# WORK REQUEST
Reproduce the entire listing word for word.

# EXTRACTED DATA
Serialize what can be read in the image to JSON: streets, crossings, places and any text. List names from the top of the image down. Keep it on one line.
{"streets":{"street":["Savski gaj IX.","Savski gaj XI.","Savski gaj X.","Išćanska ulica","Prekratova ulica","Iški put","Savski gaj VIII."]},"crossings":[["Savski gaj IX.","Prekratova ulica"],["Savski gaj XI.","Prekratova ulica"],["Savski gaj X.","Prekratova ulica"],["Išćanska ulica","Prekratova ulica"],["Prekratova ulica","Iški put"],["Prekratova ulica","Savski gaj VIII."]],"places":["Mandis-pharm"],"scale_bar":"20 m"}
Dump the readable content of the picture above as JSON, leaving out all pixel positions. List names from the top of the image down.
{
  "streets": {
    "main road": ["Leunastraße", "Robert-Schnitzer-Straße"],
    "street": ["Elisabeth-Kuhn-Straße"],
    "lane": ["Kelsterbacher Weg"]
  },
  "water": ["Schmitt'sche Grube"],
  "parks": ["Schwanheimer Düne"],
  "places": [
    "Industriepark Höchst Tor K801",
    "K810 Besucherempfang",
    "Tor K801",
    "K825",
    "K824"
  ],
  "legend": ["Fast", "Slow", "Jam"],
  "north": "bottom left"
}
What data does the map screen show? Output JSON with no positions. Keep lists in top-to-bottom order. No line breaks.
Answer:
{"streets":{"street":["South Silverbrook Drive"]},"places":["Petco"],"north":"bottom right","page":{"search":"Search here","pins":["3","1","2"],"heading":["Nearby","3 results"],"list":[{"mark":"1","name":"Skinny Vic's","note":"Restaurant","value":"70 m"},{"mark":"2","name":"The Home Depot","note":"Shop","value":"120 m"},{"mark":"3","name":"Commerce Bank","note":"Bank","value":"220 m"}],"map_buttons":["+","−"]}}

# RESPONSE BOX
Serialize what can be read in the image to JSON: streets, crossings, places and any text. List names from the top of the image down. Keep it on one line.
{"streets":{"street":["Savski gaj IX.","Savski gaj XI.","Savski gaj X.","Išćanska ulica","Prekratova ulica","Iški put","Savski gaj VIII."]},"crossings":[["Savski gaj IX.","Prekratova ulica"],["Savski gaj XI.","Prekratova ulica"],["Savski gaj X.","Prekratova ulica"],["Išćanska ulica","Prekratova ulica"],["Prekratova ulica","Iški put"],["Prekratova ulica","Savski gaj VIII."]],"places":["Mandis-pharm"],"scale_bar":"20 m"}
Dump the readable content of the picture above as JSON, leaving out all pixel positions. List names from the top of the image down.
{
  "streets": {
    "main road": ["Leunastraße", "Robert-Schnitzer-Straße"],
    "street": ["Elisabeth-Kuhn-Straße"],
    "lane": ["Kelsterbacher Weg"]
  },
  "water": ["Schmitt'sche Grube"],
  "parks": ["Schwanheimer Düne"],
  "places": [
    "Industriepark Höchst Tor K801",
    "K810 Besucherempfang",
    "Tor K801",
    "K825",
    "K824"
  ],
  "legend": ["Fast", "Slow", "Jam"],
  "north": "bottom left"
}
What data does the map screen show? Output JSON with no positions. Keep lists in top-to-bottom order. No line breaks.
Answer:
{"streets":{"street":["South Silverbrook Drive"]},"places":["Petco"],"north":"bottom right","page":{"search":"Search here","pins":["3","1","2"],"heading":["Nearby","3 results"],"list":[{"mark":"1","name":"Skinny Vic's","note":"Restaurant","value":"70 m"},{"mark":"2","name":"The Home Depot","note":"Shop","value":"120 m"},{"mark":"3","name":"Commerce Bank","note":"Bank","value":"220 m"}],"map_buttons":["+","−"]}}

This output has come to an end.